Description
Bug Report
What did you do?
Given a controller manager Deployment managed by a CSV, attempting a kubectl rollout restart
on the controller manager produces an unexpected result.
What did you expect to see?
A new Replica Set with a new set of pods comes up, replacing the existing RS.
What did you see instead? Under which circumstances?

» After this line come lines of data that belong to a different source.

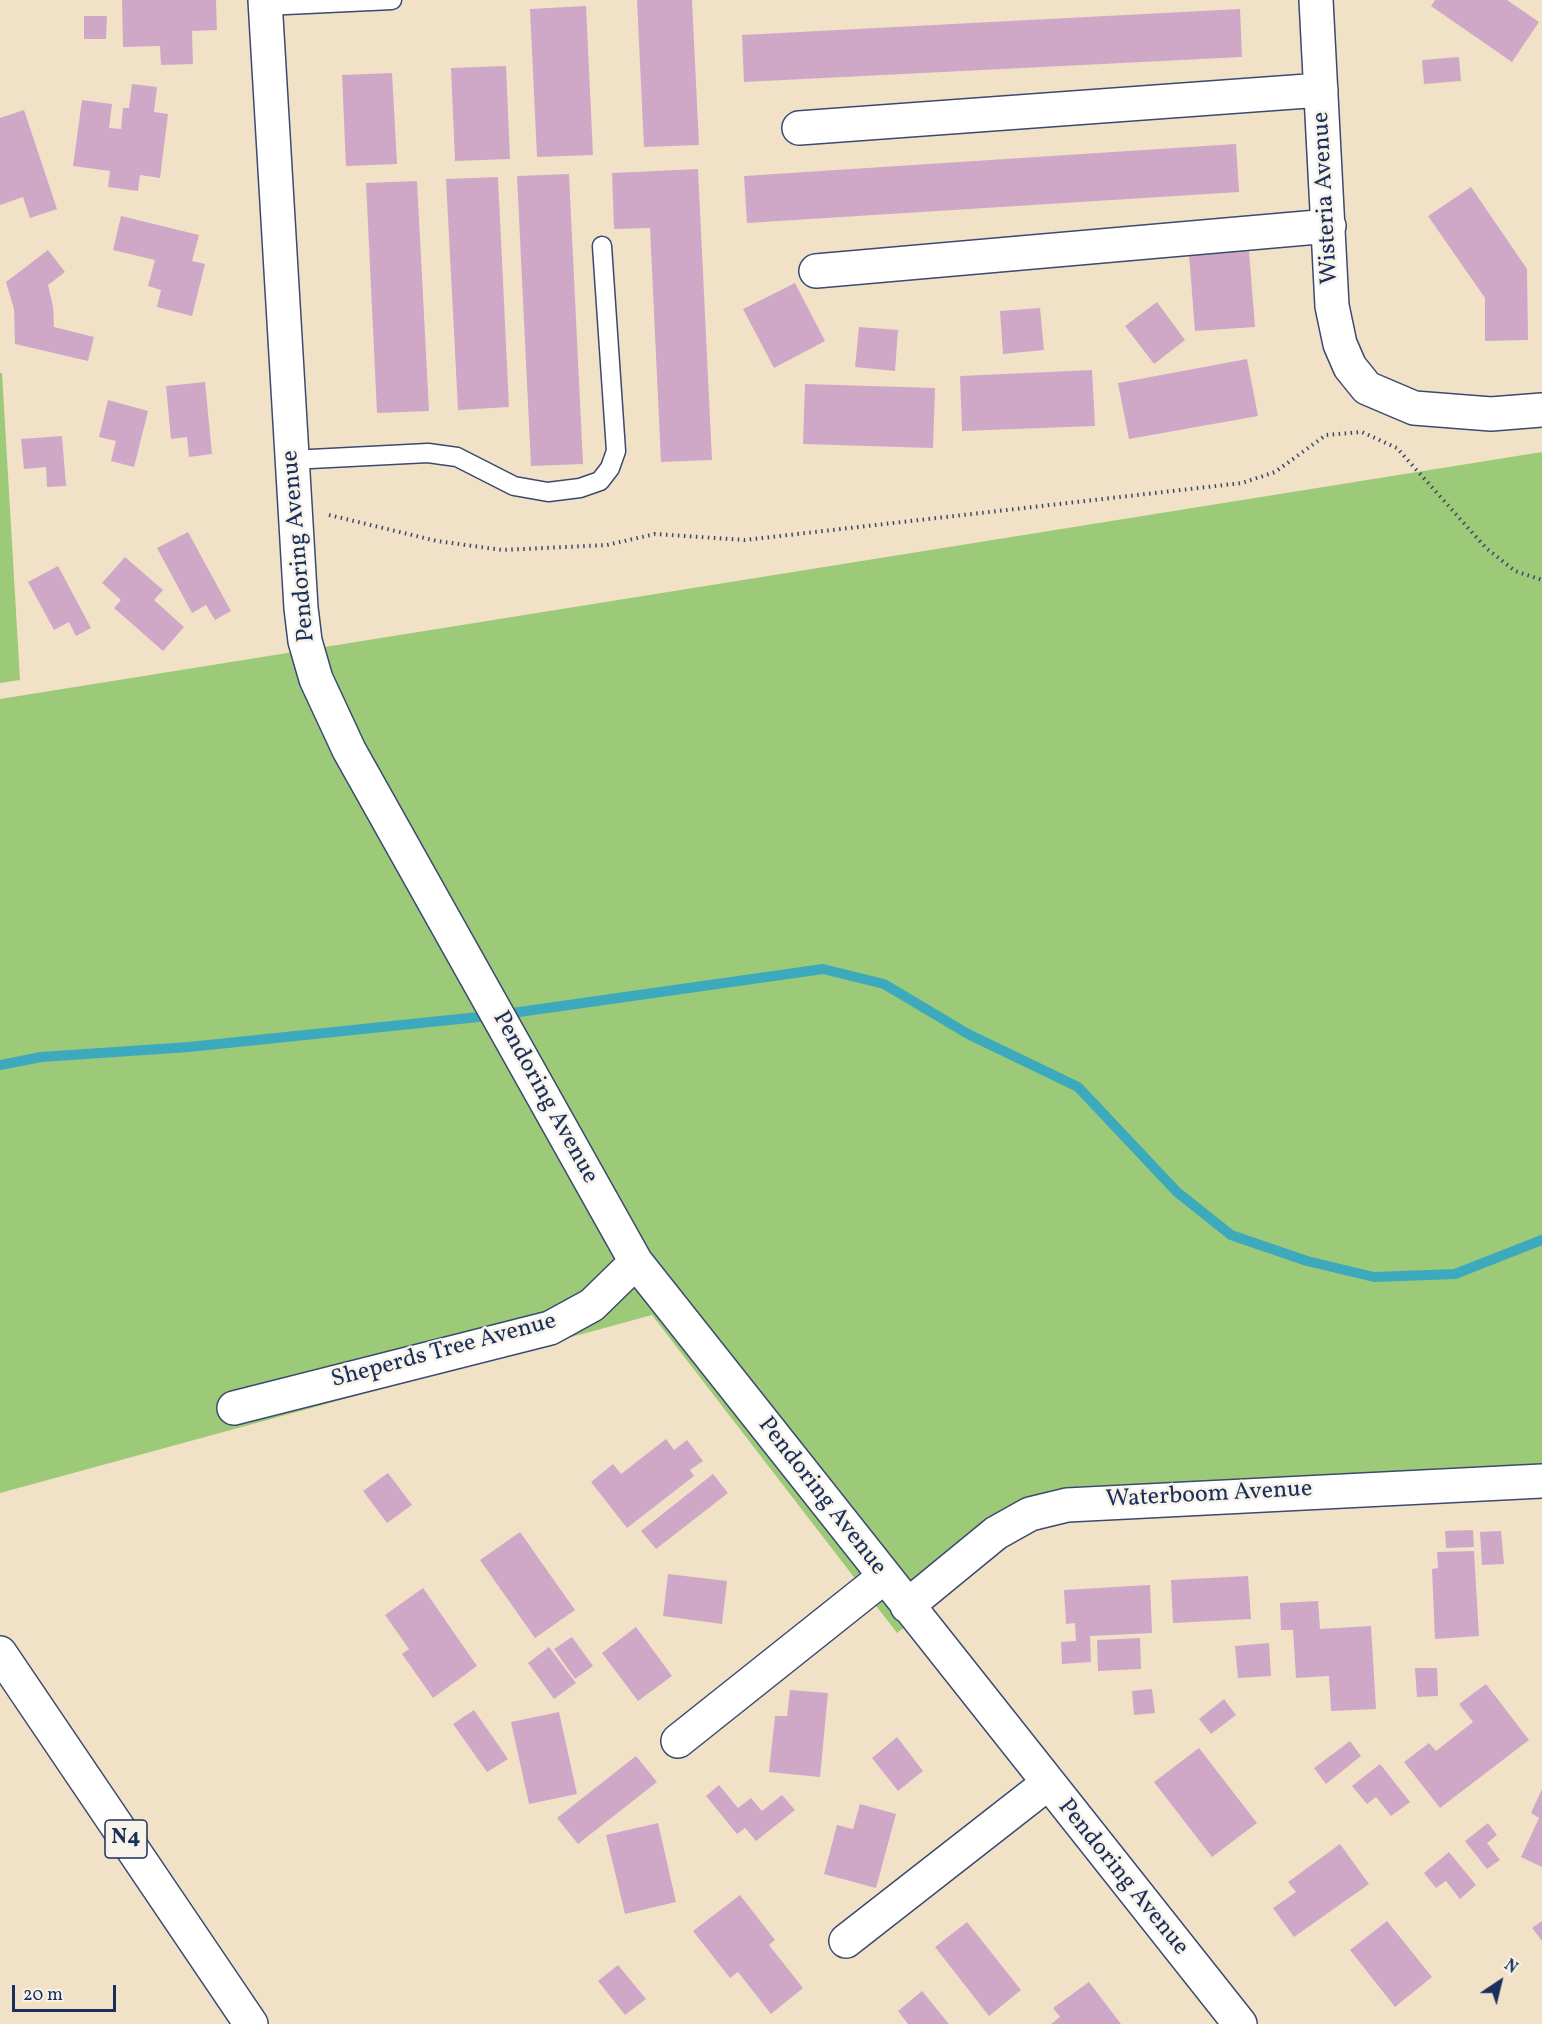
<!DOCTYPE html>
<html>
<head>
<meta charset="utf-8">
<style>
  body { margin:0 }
  #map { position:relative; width:1542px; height:2024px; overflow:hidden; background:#f1e2c7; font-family:Vollkorn,serif }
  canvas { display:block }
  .north { position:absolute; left:1470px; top:1952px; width:60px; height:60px; -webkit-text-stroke:4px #f7f3e8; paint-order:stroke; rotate:35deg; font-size:16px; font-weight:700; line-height:24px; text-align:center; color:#1b2f5e }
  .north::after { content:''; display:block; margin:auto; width:21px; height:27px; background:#1b2f5e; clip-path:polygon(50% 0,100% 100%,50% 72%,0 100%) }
  .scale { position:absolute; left:12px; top:1985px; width:104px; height:27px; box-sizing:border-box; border:3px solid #1b2f5e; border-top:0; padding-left:8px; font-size:18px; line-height:21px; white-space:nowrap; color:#1b2f5e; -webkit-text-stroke:4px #f7f3e8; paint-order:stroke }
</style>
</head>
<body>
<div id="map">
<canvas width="1542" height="2024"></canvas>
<div class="north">N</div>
<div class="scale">20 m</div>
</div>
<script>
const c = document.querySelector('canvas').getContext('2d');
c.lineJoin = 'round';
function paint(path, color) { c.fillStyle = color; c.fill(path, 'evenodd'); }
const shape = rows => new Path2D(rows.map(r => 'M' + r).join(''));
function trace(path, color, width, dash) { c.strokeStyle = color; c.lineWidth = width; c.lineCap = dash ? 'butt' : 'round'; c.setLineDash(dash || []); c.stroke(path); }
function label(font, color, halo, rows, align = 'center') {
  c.font = font + ' Vollkorn,serif'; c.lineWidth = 5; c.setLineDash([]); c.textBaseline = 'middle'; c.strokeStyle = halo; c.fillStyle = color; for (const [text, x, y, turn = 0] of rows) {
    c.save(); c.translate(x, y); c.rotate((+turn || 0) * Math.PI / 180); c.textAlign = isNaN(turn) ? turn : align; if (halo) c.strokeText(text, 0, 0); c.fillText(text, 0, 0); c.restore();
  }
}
paint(shape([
  [0,373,2,373,20,680,0,683],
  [1542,452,1542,1492,1049,1514,897,1633,652,1315,0,1493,0,699]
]), '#9dca78');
trace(shape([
  [0,1065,41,1057,189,1047,498,1015,823,969,884,984,968,1034,1078,1087,1177,1192,1231,1235,1307,1261,1374,1277,1455,1274,1542,1240]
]), '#3da9bd', 10);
paint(shape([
  [122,0,216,0,217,30,192,31,193,64,161,65,160,46,123,47],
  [637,0,692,0,699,145,644,147],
  [1435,0,1507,0,1539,22,1512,62,1431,6],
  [586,6,593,155,537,157,530,9],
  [1240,9,1242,57,744,82,742,35],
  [84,16,107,16,106,39,84,39],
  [1459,57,1461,81,1424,84,1422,60],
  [506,66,510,159,455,161,451,68],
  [392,73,397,164,346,166,342,75],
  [132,84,157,87,154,112,168,114,160,178,140,175,138,191,108,187,110,171,73,166,82,100,112,104,109,128,121,129,123,108,129,108],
  [24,110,57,209,30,218,23,197,0,205,0,118],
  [1236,144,1239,192,747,223,744,176],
  [698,169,712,460,661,462,650,228,614,229,612,173],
  [569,174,583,464,531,466,517,176],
  [498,177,509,407,458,410,446,179],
  [417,181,429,411,377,413,366,183],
  [1471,187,1527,269,1528,340,1485,341,1485,298,1428,216],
  [121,216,199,235,192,261,205,264,192,316,157,307,161,290,148,286,155,260,113,250],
  [48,250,65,272,48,285,53,306,54,327,94,337,88,361,15,344,14,309,6,282],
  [1249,251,1255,327,1195,331,1189,254],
  [795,283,825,341,774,368,743,309],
  [1157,302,1185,340,1154,364,1125,326],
  [1040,308,1044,350,1003,354,1000,311],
  [859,327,898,330,895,371,855,367],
  [1247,359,1258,416,1129,439,1118,383],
  [1092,370,1095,426,962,431,960,376],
  [205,382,212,454,189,457,187,437,171,439,166,386],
  [805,384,935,388,933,448,803,444],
  [108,400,148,411,134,467,111,461,116,441,99,437],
  [62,436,66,486,47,487,46,467,24,469,21,439],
  [188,532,231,611,215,620,206,605,192,613,157,548],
  [125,557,163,590,154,600,184,627,163,651,114,608,121,600,102,583],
  [58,566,91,628,76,636,69,622,54,630,28,582],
  [666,1439,674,1450,687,1440,703,1461,690,1470,694,1476,627,1528,591,1482,613,1464,621,1474],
  [388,1473,412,1505,387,1523,363,1491],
  [713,1474,728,1493,656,1549,641,1531],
  [1473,1530,1474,1547,1446,1548,1445,1531],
  [1501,1531,1504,1564,1482,1565,1480,1532],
  [520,1532,575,1610,535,1638,480,1560],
  [1474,1551,1479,1636,1435,1639,1432,1569,1438,1568,1437,1552],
  [668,1574,727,1581,722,1624,663,1616],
  [1248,1576,1251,1619,1173,1623,1171,1580],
  [1150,1585,1152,1633,1090,1636,1091,1662,1062,1664,1061,1642,1076,1641,1075,1623,1066,1624,1064,1590],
  [423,1588,477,1666,433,1698,402,1654,409,1649,385,1615],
  [1318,1601,1320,1629,1371,1626,1376,1709,1331,1711,1329,1676,1296,1678,1293,1630,1281,1630,1280,1603],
  [636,1627,672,1676,638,1701,602,1653],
  [572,1637,593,1666,575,1679,554,1649],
  [1140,1638,1141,1669,1098,1671,1097,1640],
  [1269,1643,1271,1676,1238,1678,1235,1646],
  [549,1647,576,1683,554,1699,528,1663],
  [1415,1668,1437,1668,1438,1696,1417,1697],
  [1486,1684,1529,1740,1440,1808,1404,1762,1429,1743,1436,1751,1473,1722,1459,1704],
  [1152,1689,1155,1713,1134,1715,1132,1691],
  [790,1690,828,1693,820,1777,769,1772,775,1716,787,1716],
  [1224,1699,1236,1715,1211,1734,1199,1719],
  [474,1710,508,1759,487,1772,453,1724],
  [559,1712,577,1794,529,1804,511,1722],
  [897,1737,923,1771,898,1791,872,1758],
  [1350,1741,1361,1756,1326,1784,1314,1768],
  [1199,1748,1257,1823,1212,1857,1154,1782],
  [636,1756,657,1782,578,1844,557,1818],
  [1380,1764,1410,1802,1391,1816,1376,1797,1367,1804,1352,1786],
  [719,1785,738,1808,751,1798,762,1811,782,1795,795,1810,756,1841,745,1828,737,1834,706,1796],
  [1542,1789,1542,1867,1521,1857,1539,1818,1531,1813],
  [860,1804,896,1814,876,1888,824,1874,837,1825,853,1829],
  [658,1823,676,1902,625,1914,606,1835],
  [1488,1823,1497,1835,1487,1843,1500,1860,1487,1869,1465,1841],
  [1340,1844,1369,1884,1294,1937,1273,1908,1296,1892,1288,1882],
  [1449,1852,1476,1885,1460,1899,1446,1881,1436,1888,1424,1873],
  [740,1895,775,1940,769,1945,803,1988,771,2014,738,1972,730,1978,693,1931],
  [1387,1921,1432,1977,1395,2007,1350,1950],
  [1542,1921,1542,1941,1532,1928],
  [967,1922,1021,1990,989,2016,935,1947],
  [618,1965,646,1999,625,2015,598,1981],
  [1089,1982,1121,2024,1051,2024,1060,2017,1053,2008],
  [922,1991,949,2024,908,2024,898,2011]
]), '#cfa8c8');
const service = shape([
  [265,6,392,0],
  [291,460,428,453,457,457,514,486,548,492,580,488,600,481,610,468,616,451,602,246]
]);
const minor = shape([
  [265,0,301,608,305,641,316,679,349,750,636,1262,1240,2024],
  [1316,0,1332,306,1340,344,1350,367,1367,388,1414,408,1491,414,1542,410],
  [799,128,1321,90],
  [816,271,1329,226],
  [234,1408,550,1328,592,1305,636,1262],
  [907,1606,996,1533,1030,1514,1067,1505,1542,1481],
  [678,1741,884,1577],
  [846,1941,1047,1784]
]);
const trunk = shape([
  [0,1653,251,2024]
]);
trace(service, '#3b4a6e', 21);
trace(minor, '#3b4a6e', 36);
trace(trunk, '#3b4a6e', 36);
trace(shape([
  [329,515,437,541,502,550,607,545,655,534,745,540,1242,483,1275,472,1326,435,1362,432,1397,448,1486,548,1515,571,1542,580]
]), '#3b4a6e', 4, [1.5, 4.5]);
trace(service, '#fff', 18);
trace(minor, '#fff', 33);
trace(trunk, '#fff', 33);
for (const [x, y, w] of [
  [126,1839,42]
]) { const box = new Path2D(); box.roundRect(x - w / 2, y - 19, w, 38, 4.5); c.fillStyle = '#f7f3e8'; c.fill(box); trace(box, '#1b2f5e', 1.5); }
label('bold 22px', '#1b2f5e', null, [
  ["N4",126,1839]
]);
label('24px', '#1b2f5e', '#f7f3e8', [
  ["Wisteria Avenue",1327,198,-93],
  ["Pendoring Avenue",300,546,-95],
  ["Pendoring Avenue",544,1098,61],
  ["Sheperds Tree Avenue",444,1352,-15],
  ["Waterboom Avenue",1209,1496,-3],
  ["Pendoring Avenue",821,1497,52],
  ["Pendoring Avenue",1122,1878,51]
]);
</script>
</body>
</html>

A new RS is created but it gets immediately scaled down and the old RS takes over instead. For example:
➜ oc describe deploy
Name: quay-operator-tng
Namespace: default
CreationTimestamp: Wed, 28 Aug 2024 09:16:06 +0200
Labels: olm.deployment-spec-hash=5UgbKi05MO7Ei5ZQssoGmupLx4sNY2p8bWGNDS
olm.managed=true
olm.owner=quay-operator.v3.8.13
olm.owner.kind=ClusterServiceVersion
olm.owner.namespace=default
operators.coreos.com/project-quay.default=
Annotations: deployment.kubernetes.io/revision: 8
Selector: name=quay-operator-alm-owned
Replicas: 1 desired | 1 updated | 1 total | 1 available | 0 unavailable
StrategyType: RollingUpdate
MinReadySeconds: 0
RollingUpdateStrategy: 25% max unavailable, 25% max surge
.......
.......
Conditions:
Type Status Reason
---- ------ ------
Available True MinimumReplicasAvailable
Progressing True NewReplicaSetAvailable
OldReplicaSets: quay-operator-tng-684667795f (0/0 replicas created)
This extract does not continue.